Sara Soth
AM BioTech
10/29/2013
Mystery Plasmid Lab Write up
Objective
To determine which plasmids are which by doing a mini-prep to obtain the purified plasmids.
Use purified plasmids to run a gel and verify each plasmid by comparing them to the virtual
prediction through NEB Cutter. Alternative is to grow with a bacteria on an Agar Arabinose
Ampicillin petri dish.
Background Information
When three plasmids ( pAmp, pKan and pGlo) were ordered from Doofenshmirtz’s company,
the samples arrived unlabeled. Using the mini-prep kit – including a column microfuge reaction
tube - the plasmids were separated from the media they came in.
Once the media and the bacteria with the plasmids were separated, many spin downs were
required to purify the plasmids and separate them from the bacteria themselves. The samples
were spun down in this order: Buffer P1, Buffer P2, Buffer N3, Buffer PB, and then Buffer PE.
Experimental Design
A mini-prep will be used to extract the bacteria from the broth and then to extract the plasmids
from the bacteria. Once plasmids are purified and the last of the ethyl alcohol has evaporated
(which will leave the sample in a small dried pellet at the bottom of a reaction tube. Once it is
visible that the alcohol is gone, the plasmid DNA will be rehydrated with Buffer EB.
Once the purified plasmid DNA is obtained, the DNA will be recombined with a weak strain of
E.coli and will be grown on an Agar Arabinose Ampicillin petri dish. It is predicted that pGlo will
glow when it reacts with the petri dish gel, pAmp will survive because it has built up immunity
to Ampicillin (so does pGlo), and pKan will die as it does not have the trait for Ampicillin
resistance.
Materials

Mini Prep Kit (QIAprep spin column)

Buffer 1

Buffer 2

Buffer PB

Buffer PE

Buffer EB

Buffer N3

Microcentrifuge

Arabinose Ampicillin Agar petri dish

Mystery Plasmids

Buffer for Plasmids

Micropipettes and corresponding tips

NanoDrop

Beaker to discard tips in
Method
1. Resuspend pelleted bacteria cells in 250 uL Buffer P! and transfer to a microcentrifuge
tube.
2. Add 250uL of Buffer P2 and gently invert tube 4-6 times to mix.
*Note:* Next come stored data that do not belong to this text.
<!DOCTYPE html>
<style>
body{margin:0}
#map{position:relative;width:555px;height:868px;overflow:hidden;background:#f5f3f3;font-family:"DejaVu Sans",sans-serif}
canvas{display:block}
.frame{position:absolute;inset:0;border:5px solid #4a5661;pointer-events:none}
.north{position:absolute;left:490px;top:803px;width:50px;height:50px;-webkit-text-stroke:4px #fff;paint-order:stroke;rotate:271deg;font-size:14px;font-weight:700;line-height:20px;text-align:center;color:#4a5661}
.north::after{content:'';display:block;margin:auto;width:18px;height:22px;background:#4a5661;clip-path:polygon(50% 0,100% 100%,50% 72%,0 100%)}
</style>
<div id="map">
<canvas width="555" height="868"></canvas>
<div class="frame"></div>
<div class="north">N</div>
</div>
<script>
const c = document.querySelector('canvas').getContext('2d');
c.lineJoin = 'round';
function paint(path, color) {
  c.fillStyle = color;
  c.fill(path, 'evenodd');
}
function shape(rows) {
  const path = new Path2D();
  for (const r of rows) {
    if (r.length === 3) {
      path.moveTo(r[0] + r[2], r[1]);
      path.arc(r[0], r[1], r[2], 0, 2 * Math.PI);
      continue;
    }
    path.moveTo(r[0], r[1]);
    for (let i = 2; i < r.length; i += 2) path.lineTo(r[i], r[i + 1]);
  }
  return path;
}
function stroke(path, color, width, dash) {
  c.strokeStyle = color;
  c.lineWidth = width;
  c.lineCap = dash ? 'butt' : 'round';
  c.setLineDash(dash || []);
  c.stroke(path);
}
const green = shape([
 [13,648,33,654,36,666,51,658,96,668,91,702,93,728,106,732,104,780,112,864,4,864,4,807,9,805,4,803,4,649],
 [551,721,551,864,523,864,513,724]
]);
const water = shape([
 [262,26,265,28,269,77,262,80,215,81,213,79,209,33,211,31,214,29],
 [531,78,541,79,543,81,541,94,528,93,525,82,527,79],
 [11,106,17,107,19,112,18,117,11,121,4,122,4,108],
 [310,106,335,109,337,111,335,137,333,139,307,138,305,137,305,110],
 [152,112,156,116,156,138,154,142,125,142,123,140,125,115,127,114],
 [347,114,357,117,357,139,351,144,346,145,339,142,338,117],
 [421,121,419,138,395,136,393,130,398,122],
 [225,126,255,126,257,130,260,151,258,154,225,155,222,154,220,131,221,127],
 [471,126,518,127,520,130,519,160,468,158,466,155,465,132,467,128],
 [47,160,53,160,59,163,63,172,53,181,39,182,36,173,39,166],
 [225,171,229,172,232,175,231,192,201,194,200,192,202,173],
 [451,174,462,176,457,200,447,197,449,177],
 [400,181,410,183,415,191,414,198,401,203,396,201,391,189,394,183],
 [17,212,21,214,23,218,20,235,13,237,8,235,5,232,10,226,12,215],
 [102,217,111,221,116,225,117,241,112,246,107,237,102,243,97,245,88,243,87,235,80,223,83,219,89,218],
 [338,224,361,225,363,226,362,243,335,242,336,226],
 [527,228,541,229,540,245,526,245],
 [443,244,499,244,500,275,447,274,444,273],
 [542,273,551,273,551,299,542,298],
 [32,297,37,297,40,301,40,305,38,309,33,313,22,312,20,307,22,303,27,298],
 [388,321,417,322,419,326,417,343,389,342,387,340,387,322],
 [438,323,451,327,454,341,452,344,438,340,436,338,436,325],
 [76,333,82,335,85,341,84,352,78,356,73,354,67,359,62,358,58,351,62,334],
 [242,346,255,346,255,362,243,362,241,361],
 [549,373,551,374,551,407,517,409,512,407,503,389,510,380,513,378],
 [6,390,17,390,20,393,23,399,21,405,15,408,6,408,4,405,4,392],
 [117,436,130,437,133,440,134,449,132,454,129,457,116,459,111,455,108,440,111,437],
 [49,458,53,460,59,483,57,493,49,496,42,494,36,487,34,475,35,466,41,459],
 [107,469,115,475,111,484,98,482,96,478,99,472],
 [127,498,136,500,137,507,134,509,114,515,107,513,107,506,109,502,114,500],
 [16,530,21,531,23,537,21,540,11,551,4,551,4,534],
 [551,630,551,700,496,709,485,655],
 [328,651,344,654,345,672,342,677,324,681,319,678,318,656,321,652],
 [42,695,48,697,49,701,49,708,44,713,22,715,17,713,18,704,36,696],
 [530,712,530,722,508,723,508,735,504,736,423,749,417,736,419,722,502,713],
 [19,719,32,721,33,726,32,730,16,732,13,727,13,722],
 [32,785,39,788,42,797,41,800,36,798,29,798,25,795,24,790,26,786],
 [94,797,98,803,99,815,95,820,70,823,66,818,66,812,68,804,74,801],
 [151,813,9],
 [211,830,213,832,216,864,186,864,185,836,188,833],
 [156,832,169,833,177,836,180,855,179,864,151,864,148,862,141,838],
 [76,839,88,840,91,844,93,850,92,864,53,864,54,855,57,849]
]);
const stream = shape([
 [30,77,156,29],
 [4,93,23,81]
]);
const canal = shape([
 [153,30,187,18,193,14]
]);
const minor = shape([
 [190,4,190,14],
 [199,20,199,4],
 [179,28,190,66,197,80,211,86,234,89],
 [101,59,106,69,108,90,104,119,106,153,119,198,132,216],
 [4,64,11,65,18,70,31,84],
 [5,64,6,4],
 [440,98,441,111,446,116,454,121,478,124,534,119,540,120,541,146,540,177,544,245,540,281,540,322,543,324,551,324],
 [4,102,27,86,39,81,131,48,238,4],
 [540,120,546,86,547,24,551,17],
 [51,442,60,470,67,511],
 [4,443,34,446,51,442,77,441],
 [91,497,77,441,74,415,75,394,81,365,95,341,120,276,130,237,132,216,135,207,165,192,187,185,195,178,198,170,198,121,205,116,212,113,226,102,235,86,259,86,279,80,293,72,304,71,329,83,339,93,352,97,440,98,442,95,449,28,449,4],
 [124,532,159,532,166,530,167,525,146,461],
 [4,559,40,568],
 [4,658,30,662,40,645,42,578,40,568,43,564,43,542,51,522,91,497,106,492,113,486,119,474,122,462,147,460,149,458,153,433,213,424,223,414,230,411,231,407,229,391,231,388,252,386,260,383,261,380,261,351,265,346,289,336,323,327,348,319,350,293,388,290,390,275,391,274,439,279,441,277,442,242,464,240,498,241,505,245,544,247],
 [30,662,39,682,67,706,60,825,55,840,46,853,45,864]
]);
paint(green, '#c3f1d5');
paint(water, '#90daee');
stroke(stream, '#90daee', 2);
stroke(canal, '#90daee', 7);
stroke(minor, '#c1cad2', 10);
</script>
3. Add 350uL Buffer N3 and invert the tube immediately but gently 4-6 times.
4. Centrifuge for 10 minutes at 13,000 rpm in a table top micro centrifuge.
5. Apply the supernatant from step 4 to the QIA spin column by decanting or pipetting.
6. Centrifuge for 30-60 seconds. Discard the flow-through.
7. Wash the spin colum by adding 0.5 mL Buffer PB and centrifuging for 30-60 seconds.
Discard the flow through.
8. Wash spin column by adding 0.75 mL Buffer PE and centrifuging for 30-60 seconds.
Discard the flow through and centrifuge for an additions 1 minute to remove residual
wash buffer.
9. Place the spin column in a clean 1.5 mL microcentrifuge tube. To elute the DNA, add
50uL Buffer EB or water to the center of each spin column, let stand for 1 minute and
then centrifuge for 1 minute.
10. Grow each plasmid in bacteria on Arabinose Agar petri dishes (1 plate per bacteria).
11. Take colony from each sample and grow on Arabinose Ampicillin Agar petri dish.
12. View under UV light.
Results
From the picture above, it can be concluded that sample one was pGlo because it is glowing,
sample two was pAmp because it survived, but is not glowing, and sample three is pKan
because it died.
Conclusion
This lab actually went very well. The results are concise and easy to decipher. The objective of
this lab has been achieved since it is now possible to tell which plasmid is which by looking at
the samples in the petri dish. The samples that survived are the samples that have Ampicillin
resistance coded into their DNA. Since pKan died because it didn’t have resistance it is now
known that the other two samples are pAmp and pGlo. Knowing that pGlo will glow when it
reacts with the petri dish, sample number one is ruled out as being pGlo. Due to the process of
elimination, sample number three must be pAmp – alive, but not glowing.
Although this lab went well, it is possible that there is a certain level of contamination. By
looking at the picture in the above Results section, a ring of glowing bacteria circles the whole
petri dish. Knowing this, it is possible that a drop of a contaminant fluid got into the petri dish
(though it is most likely that it is just condensed water from making the gel.